To do: Scan the listing for "Ponderosa" and copy out each line that has it.

Data in this exercise:
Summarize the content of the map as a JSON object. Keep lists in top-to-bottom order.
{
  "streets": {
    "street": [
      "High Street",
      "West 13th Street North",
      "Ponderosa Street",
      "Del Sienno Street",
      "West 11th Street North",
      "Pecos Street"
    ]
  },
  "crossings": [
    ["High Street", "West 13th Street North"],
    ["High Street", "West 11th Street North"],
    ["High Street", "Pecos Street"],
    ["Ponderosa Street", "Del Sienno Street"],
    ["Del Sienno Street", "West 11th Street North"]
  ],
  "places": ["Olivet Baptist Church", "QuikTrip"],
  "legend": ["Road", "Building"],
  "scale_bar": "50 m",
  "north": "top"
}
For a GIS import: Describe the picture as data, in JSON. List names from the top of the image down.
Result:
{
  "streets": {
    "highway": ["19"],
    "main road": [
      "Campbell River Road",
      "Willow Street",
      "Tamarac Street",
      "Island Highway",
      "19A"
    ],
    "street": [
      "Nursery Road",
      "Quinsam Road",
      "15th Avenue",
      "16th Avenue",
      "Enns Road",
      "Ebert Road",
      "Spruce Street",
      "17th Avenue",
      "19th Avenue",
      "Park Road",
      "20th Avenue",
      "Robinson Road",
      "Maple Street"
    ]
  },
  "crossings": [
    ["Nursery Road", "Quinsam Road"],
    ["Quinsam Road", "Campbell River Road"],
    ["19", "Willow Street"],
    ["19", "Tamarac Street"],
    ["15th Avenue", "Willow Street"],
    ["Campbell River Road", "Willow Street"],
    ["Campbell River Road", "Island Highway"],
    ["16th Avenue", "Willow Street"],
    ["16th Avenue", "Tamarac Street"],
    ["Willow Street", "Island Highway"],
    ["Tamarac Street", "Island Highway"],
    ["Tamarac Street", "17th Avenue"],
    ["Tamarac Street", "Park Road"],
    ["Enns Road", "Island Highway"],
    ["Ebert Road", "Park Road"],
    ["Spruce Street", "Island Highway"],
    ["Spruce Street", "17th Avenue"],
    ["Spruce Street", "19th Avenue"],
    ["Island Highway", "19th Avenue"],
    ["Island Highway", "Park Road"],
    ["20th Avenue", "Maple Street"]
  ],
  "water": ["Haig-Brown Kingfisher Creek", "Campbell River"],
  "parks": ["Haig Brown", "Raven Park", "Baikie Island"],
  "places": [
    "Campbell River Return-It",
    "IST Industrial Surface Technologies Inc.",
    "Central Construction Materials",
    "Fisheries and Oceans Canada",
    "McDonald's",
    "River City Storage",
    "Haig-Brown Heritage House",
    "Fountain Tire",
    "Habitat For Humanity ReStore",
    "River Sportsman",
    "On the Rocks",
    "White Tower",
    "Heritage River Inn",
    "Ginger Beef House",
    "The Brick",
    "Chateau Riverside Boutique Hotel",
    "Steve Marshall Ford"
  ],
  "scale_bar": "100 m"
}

Written reply:
      "Ponderosa Street",
    ["Ponderosa Street", "Del Sienno Street"],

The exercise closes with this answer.